"Astaga, Sri! Dicari dari tadi, ternyata ada di sini." Wanita tua berkebaya dan bersanggul sederhana mendaratkan satu pukulan di punggung, "kamu jangan ganjen dan sembarangan peluk-peluk orang, ya!" hadriknya sekali lagi."Aw, Buk, sakit, jangan dijewer juga! Malu." Sakit yang ada di punggung belum mereda, digantikan dengan rasa panas yang menjalar dari telinga hingga wajahnya. "Ada Mas Nakula ini lho!"
Wanita itu kemudian mengalihkan pandang pada sekeliling, ia melihat Nakula yang duduk dengan senyuman khasnya, lantas merepet dan menepuk-nepuk kepalanya sendiri sebagai tanda sesal, lupa sudah unggah-ungguh yang seharusnya ia lakukan, "Nyuwun ngapunten, Gusti." Wanita tua itu kemudian melakukan kurmat, dilanjutkan berbisik kepada wanita yang bernama Sri tadi, "Sri, minta maaf."
Sri lakukan hanya mengomel, berkata bahwa mereka sudah cukup dekat untuk berbagi peluk. Namun, setelah diberi ribuan petuah, ia mau tak mau harus menurut, "Maaf, Mas Nakula." Setelahnya, Sri masih menempel dengan Nakula, mengapit satu lengan dan bergelayut di sana.

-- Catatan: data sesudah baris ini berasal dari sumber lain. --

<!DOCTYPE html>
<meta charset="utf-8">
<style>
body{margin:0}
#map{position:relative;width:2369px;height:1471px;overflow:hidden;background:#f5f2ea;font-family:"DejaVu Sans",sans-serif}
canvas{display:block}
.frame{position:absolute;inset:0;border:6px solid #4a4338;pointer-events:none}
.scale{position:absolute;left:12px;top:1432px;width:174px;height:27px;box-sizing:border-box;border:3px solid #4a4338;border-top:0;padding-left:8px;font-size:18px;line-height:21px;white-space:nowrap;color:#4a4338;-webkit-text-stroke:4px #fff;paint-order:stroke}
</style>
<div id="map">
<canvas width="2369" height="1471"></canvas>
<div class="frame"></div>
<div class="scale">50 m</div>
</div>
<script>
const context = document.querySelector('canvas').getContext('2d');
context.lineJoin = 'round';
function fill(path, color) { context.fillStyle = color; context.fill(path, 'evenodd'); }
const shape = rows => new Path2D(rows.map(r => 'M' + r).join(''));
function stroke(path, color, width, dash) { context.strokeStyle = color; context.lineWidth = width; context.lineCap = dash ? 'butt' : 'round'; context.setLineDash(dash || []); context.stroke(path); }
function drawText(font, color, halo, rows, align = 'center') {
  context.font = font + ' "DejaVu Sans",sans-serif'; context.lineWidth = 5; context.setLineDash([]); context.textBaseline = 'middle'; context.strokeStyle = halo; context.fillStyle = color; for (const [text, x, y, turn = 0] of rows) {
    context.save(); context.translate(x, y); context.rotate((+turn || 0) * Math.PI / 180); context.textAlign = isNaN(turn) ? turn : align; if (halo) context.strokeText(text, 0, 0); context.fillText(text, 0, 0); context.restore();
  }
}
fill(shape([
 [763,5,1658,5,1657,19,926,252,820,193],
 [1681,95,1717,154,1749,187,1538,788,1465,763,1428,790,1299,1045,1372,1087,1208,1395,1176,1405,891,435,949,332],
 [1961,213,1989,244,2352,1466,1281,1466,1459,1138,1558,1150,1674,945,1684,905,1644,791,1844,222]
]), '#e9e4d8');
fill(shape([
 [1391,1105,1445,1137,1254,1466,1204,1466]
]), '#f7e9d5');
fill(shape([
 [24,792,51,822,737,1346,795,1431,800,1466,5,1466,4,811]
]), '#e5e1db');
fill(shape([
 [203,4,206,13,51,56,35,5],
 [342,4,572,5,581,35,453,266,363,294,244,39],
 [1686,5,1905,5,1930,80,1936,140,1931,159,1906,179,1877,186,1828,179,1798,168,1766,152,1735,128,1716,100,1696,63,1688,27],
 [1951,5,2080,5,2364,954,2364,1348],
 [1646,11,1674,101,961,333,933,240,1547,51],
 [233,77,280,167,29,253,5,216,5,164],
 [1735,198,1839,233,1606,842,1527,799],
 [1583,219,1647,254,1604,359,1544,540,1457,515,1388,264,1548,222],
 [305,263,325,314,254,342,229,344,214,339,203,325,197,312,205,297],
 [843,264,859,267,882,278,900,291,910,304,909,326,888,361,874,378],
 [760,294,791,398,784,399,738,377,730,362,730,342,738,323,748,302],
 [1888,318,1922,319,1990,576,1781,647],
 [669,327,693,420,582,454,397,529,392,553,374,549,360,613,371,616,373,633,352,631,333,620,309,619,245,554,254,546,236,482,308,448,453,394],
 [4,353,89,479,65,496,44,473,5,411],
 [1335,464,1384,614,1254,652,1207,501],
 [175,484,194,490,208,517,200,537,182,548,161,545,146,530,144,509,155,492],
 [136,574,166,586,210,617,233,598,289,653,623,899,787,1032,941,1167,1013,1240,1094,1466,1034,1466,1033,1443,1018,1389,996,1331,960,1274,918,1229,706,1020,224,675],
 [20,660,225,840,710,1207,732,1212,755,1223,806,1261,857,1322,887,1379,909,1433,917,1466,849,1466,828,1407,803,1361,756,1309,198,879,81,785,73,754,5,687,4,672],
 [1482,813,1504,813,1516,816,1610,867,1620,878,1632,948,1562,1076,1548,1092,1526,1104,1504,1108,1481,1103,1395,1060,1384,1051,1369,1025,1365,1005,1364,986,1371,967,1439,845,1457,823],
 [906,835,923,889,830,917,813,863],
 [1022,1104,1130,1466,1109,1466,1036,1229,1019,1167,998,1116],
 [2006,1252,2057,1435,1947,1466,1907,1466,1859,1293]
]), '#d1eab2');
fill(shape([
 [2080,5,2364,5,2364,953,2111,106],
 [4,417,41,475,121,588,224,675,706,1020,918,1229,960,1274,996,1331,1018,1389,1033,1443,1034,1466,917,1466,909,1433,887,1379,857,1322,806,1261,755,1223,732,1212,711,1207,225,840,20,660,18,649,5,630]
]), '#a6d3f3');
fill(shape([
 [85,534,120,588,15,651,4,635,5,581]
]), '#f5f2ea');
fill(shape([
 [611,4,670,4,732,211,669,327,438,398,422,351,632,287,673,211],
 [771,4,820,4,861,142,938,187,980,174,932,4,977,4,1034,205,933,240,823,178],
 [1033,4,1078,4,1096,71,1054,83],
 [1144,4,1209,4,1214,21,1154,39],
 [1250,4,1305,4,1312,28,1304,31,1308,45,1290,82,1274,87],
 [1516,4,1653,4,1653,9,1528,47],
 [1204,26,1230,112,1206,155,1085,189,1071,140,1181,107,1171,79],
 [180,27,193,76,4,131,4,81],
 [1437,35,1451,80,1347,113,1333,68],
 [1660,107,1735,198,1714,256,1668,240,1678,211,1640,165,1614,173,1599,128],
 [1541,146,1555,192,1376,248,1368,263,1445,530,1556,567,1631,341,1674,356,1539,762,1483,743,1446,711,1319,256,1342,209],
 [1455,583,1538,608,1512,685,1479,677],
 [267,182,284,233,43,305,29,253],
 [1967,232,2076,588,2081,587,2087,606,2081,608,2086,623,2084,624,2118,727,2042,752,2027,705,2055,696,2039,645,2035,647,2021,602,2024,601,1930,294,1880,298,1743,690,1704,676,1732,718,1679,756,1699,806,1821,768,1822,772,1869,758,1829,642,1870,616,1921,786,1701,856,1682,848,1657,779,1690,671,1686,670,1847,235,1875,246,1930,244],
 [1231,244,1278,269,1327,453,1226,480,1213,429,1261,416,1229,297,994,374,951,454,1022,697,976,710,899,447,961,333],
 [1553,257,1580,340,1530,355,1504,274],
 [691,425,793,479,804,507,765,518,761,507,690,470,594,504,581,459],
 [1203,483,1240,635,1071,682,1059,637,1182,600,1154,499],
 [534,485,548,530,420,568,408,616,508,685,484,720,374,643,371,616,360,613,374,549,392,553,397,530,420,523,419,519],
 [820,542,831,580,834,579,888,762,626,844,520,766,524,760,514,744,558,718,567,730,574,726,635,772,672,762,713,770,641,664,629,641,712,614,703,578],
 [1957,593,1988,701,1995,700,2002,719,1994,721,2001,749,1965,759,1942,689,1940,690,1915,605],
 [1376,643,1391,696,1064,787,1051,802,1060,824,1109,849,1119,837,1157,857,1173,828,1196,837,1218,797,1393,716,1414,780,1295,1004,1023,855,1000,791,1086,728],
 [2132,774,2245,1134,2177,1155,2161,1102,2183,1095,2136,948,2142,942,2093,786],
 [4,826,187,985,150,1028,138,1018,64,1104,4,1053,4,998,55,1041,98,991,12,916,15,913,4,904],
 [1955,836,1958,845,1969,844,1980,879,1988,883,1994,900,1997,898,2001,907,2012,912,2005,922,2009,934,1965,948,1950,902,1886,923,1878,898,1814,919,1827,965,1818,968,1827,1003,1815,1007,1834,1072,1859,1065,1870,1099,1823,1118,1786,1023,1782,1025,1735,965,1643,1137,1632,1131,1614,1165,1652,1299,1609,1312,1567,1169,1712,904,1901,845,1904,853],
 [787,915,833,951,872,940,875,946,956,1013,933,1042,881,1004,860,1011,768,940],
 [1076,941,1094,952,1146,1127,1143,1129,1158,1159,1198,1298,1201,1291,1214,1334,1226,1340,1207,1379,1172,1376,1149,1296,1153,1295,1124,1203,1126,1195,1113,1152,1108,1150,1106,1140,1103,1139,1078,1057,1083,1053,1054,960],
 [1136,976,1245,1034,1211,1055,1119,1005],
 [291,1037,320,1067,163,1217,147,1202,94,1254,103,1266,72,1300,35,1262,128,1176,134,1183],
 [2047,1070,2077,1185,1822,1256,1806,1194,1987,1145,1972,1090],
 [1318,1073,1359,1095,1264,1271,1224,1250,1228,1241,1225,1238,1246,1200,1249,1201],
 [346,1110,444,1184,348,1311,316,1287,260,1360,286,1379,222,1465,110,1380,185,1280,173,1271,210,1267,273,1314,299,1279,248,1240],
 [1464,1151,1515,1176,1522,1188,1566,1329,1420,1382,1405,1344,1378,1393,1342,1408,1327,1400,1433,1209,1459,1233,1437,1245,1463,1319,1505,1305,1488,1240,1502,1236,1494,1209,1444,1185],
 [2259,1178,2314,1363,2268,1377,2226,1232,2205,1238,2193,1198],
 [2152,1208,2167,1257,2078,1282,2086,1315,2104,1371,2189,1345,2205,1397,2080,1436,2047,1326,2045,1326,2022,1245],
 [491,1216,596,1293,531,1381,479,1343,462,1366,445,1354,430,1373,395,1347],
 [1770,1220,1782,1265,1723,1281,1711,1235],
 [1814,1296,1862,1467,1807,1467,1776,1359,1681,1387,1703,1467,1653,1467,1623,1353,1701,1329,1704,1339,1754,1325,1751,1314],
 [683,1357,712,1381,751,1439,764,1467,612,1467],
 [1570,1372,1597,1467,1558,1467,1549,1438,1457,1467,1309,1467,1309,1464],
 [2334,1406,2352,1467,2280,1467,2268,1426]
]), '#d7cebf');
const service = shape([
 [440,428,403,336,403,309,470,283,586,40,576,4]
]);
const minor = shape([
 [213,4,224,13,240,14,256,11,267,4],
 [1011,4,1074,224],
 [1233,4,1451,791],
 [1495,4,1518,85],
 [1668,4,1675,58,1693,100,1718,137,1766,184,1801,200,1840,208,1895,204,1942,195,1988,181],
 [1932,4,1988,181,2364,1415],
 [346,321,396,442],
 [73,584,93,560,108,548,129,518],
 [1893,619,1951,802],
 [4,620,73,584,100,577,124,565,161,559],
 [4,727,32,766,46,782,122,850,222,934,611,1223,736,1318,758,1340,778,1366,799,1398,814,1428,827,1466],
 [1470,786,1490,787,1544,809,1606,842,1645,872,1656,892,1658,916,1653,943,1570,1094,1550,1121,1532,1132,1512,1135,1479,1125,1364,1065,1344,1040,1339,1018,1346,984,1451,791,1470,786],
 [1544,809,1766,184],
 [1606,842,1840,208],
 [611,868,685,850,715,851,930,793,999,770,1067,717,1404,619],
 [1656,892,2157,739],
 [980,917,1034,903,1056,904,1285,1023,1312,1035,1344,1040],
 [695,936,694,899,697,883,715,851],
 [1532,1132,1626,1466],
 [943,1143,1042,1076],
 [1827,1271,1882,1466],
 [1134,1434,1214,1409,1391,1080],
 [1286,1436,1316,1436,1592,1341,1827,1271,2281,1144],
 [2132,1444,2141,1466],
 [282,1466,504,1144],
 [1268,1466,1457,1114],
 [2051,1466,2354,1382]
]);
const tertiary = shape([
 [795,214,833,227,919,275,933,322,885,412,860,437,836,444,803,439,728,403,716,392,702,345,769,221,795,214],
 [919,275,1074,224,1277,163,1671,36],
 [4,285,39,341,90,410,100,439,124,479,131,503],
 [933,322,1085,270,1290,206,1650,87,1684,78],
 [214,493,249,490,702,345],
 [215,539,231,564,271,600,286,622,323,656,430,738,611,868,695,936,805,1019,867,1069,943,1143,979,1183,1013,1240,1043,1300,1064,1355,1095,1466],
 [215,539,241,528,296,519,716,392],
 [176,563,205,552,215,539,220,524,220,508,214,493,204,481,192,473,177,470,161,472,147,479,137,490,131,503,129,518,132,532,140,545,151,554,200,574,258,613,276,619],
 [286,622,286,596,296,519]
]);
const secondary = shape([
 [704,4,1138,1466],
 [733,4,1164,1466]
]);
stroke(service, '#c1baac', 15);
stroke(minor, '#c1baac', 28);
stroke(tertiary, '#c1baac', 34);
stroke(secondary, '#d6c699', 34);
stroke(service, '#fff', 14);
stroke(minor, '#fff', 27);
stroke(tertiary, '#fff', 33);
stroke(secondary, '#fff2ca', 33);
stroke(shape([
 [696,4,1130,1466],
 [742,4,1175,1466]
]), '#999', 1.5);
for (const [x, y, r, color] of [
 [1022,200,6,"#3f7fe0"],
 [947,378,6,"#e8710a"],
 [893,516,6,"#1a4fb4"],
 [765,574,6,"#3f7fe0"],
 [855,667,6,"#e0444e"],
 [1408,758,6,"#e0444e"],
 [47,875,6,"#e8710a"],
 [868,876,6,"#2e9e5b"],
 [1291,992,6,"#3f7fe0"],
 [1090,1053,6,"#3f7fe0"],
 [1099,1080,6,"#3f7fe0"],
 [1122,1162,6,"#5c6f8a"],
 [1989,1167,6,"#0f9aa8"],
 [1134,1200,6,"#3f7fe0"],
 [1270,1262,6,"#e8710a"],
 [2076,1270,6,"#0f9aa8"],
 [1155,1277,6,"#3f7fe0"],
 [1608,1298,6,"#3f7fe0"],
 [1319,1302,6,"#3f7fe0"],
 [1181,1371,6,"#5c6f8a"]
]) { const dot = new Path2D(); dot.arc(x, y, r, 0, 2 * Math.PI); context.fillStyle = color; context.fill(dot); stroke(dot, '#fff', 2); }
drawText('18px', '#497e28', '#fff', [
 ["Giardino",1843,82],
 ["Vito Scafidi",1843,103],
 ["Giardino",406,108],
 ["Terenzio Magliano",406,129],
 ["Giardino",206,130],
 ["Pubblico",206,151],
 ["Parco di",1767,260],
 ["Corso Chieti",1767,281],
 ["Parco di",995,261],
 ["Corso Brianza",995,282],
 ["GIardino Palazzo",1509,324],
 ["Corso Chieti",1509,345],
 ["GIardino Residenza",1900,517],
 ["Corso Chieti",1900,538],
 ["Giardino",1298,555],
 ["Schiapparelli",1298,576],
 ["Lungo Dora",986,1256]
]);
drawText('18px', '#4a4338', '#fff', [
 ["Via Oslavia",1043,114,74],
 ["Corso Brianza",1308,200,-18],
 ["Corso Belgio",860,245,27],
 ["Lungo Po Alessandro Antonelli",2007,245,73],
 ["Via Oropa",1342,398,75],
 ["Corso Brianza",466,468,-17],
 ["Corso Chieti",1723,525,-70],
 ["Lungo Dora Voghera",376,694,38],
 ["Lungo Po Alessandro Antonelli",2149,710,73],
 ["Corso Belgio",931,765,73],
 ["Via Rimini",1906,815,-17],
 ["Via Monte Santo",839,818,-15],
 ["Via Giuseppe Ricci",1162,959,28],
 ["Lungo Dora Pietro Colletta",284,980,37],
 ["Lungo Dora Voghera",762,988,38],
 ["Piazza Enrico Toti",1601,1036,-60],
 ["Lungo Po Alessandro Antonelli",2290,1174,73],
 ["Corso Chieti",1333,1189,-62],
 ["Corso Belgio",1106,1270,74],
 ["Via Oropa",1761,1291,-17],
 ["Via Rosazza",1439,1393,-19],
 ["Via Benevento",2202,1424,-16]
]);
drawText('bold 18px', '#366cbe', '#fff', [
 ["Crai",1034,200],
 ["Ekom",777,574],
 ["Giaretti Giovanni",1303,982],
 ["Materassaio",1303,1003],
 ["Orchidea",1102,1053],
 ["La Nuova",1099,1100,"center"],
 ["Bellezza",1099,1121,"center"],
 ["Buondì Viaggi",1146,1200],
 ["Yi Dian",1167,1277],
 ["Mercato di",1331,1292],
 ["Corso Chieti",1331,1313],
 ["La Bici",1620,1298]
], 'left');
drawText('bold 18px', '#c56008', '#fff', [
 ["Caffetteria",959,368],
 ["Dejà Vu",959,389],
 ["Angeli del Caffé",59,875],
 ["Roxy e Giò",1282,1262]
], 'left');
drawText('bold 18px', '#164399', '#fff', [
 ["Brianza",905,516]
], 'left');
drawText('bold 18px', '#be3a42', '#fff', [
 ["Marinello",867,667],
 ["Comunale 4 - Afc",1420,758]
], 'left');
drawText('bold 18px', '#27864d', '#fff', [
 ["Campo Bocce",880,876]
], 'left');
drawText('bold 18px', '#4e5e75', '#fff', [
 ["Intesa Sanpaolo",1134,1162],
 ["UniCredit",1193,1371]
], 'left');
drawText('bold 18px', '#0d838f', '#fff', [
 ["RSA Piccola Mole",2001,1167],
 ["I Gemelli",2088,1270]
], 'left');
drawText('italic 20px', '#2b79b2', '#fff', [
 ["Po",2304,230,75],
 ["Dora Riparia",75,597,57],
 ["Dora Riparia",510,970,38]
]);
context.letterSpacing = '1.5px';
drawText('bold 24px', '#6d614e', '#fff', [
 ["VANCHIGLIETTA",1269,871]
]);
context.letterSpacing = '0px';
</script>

"Gusti Nakula, yang benar jika menyebut. Kamu abdi keraton, sudah sepantasnya paham." Bathara melihat ini sebagai satu kontradiksi: nama itu menjadi sebuah simbol, memisahkanmu dari sekelompok manusia yang lain, seolah pantas untuk diistimewakan. Sedang yang ingin Nakula lakukan adalah berbaur, mengaburkan batas-batas yang justru dikukuhkan oleh beberapa orang. Ia paham, Nakula tak akan mempermasalahkan ini.
"Mohon maaf, Gusti Nakula," ulang Sri sekali lagi. Nakula hanya membalasnya dengan gelengan, merasa tak keberatan maupun tersinggung atas tindakan atau ucapan Sri tadi. Tepat seperti dugaan Bathara.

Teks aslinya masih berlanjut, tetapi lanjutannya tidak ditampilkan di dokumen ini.